■ **Exercise details**: Repeat each line of the data below exactly, but skip the pictures.

■ **Recorded information**:
● ● ● ● ●

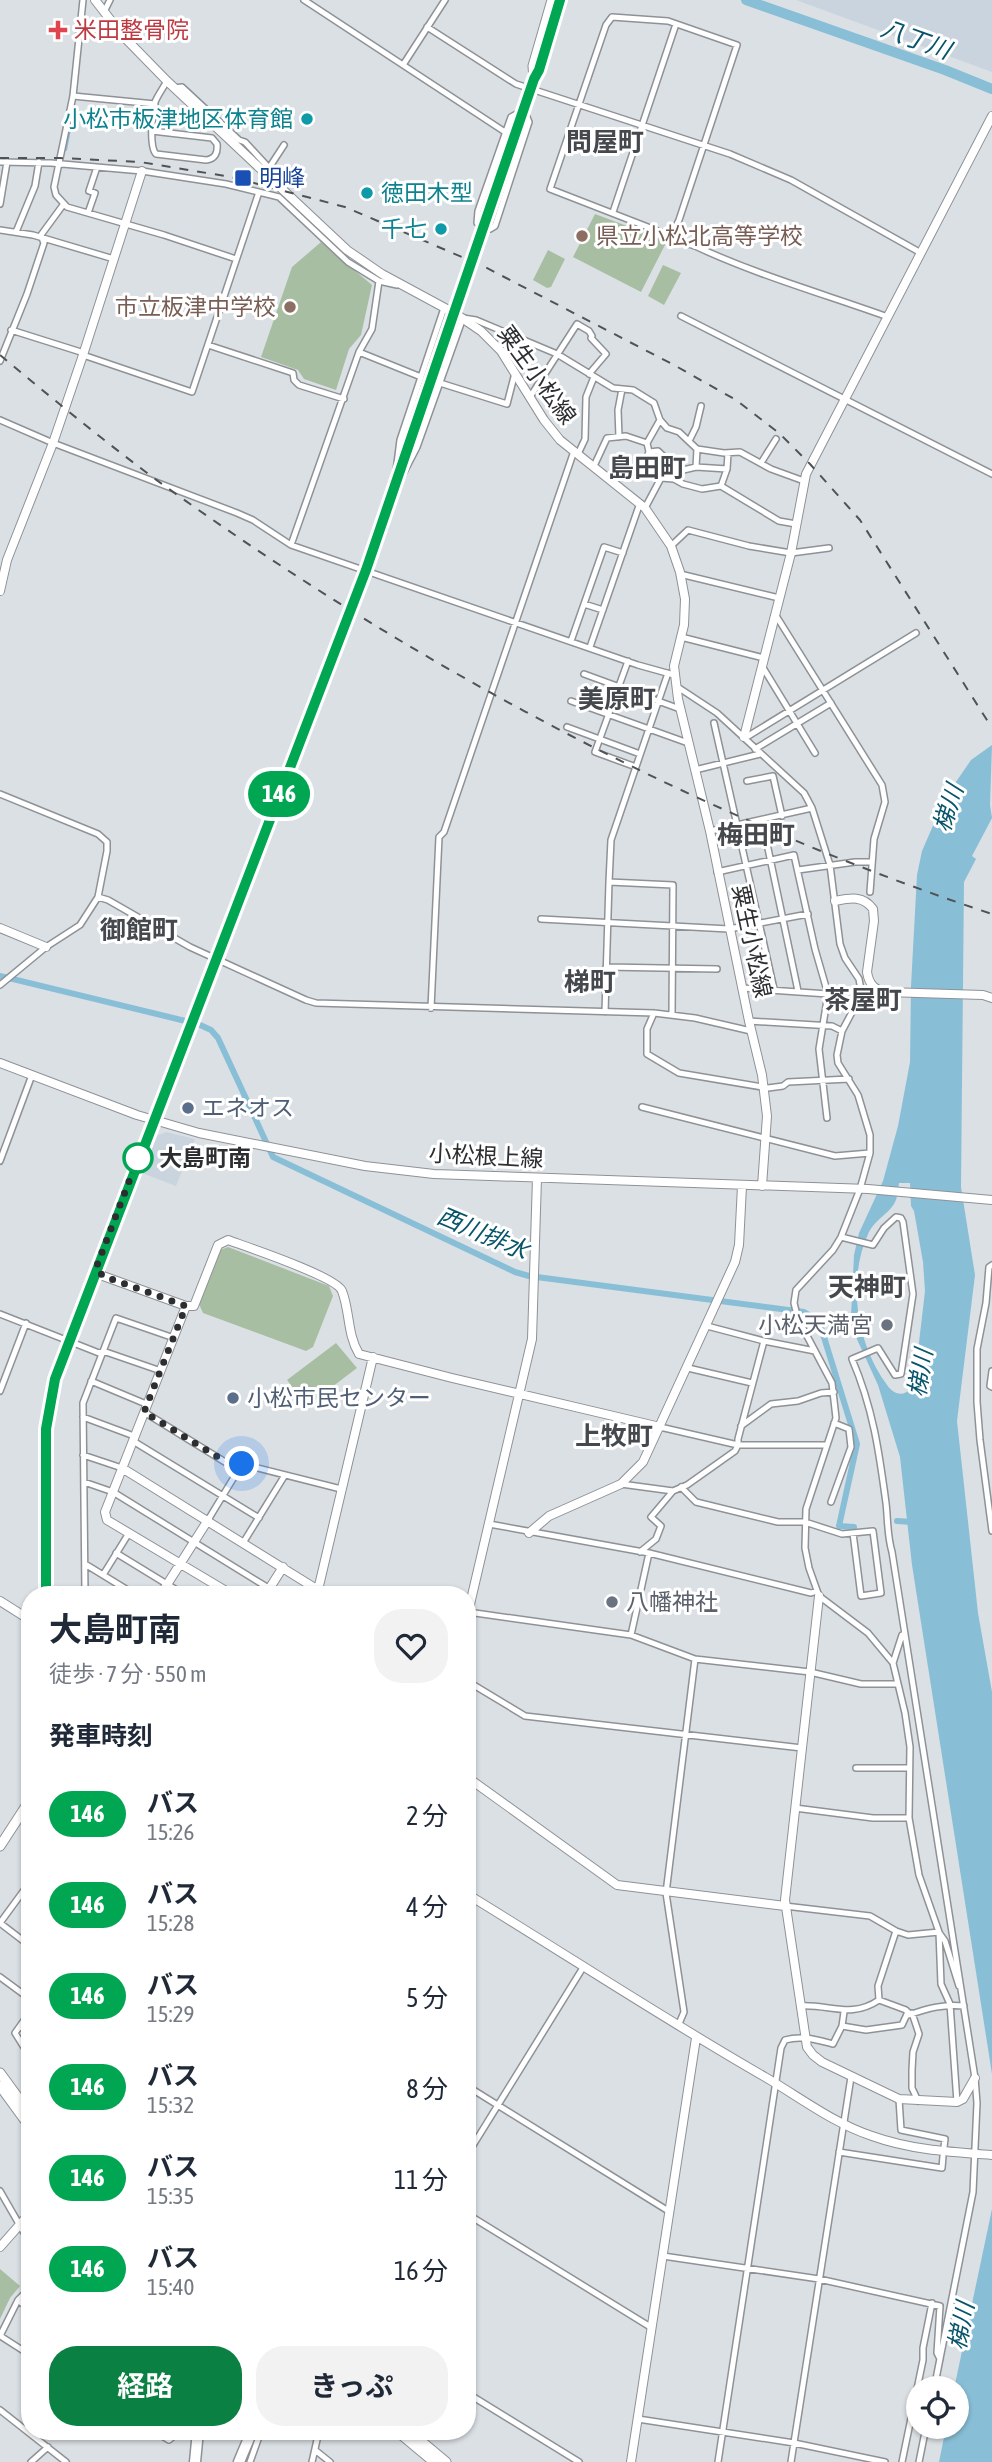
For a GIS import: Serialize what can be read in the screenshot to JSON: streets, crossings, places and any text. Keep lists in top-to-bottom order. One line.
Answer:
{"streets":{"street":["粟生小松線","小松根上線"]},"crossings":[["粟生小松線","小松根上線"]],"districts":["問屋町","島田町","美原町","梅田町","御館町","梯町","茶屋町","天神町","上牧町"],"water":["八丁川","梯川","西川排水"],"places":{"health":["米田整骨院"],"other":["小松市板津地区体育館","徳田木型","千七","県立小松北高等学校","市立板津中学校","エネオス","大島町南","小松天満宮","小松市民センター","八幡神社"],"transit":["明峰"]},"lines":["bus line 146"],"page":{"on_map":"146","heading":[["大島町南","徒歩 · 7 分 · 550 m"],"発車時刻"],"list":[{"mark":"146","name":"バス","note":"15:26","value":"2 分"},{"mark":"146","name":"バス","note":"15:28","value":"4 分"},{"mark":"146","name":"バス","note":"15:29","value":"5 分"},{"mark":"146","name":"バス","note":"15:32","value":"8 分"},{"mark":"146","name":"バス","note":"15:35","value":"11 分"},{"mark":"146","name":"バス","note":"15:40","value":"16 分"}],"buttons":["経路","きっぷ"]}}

● ● ● ● ●

■ **Written answer**:
For a GIS import: Serialize what can be read in the screenshot to JSON: streets, crossings, places and any text. Keep lists in top-to-bottom order. One line.
Answer:
{"streets":{"street":["粟生小松線","小松根上線"]},"crossings":[["粟生小松線","小松根上線"]],"districts":["問屋町","島田町","美原町","梅田町","御館町","梯町","茶屋町","天神町","上牧町"],"water":["八丁川","梯川","西川排水"],"places":{"health":["米田整骨院"],"other":["小松市板津地区体育館","徳田木型","千七","県立小松北高等学校","市立板津中学校","エネオス","大島町南","小松天満宮","小松市民センター","八幡神社"],"transit":["明峰"]},"lines":["bus line 146"],"page":{"on_map":"146","heading":[["大島町南","徒歩 · 7 分 · 550 m"],"発車時刻"],"list":[{"mark":"146","name":"バス","note":"15:26","value":"2 分"},{"mark":"146","name":"バス","note":"15:28","value":"4 分"},{"mark":"146","name":"バス","note":"15:29","value":"5 分"},{"mark":"146","name":"バス","note":"15:32","value":"8 分"},{"mark":"146","name":"バス","note":"15:35","value":"11 分"},{"mark":"146","name":"バス","note":"15:40","value":"16 分"}],"buttons":["経路","きっぷ"]}}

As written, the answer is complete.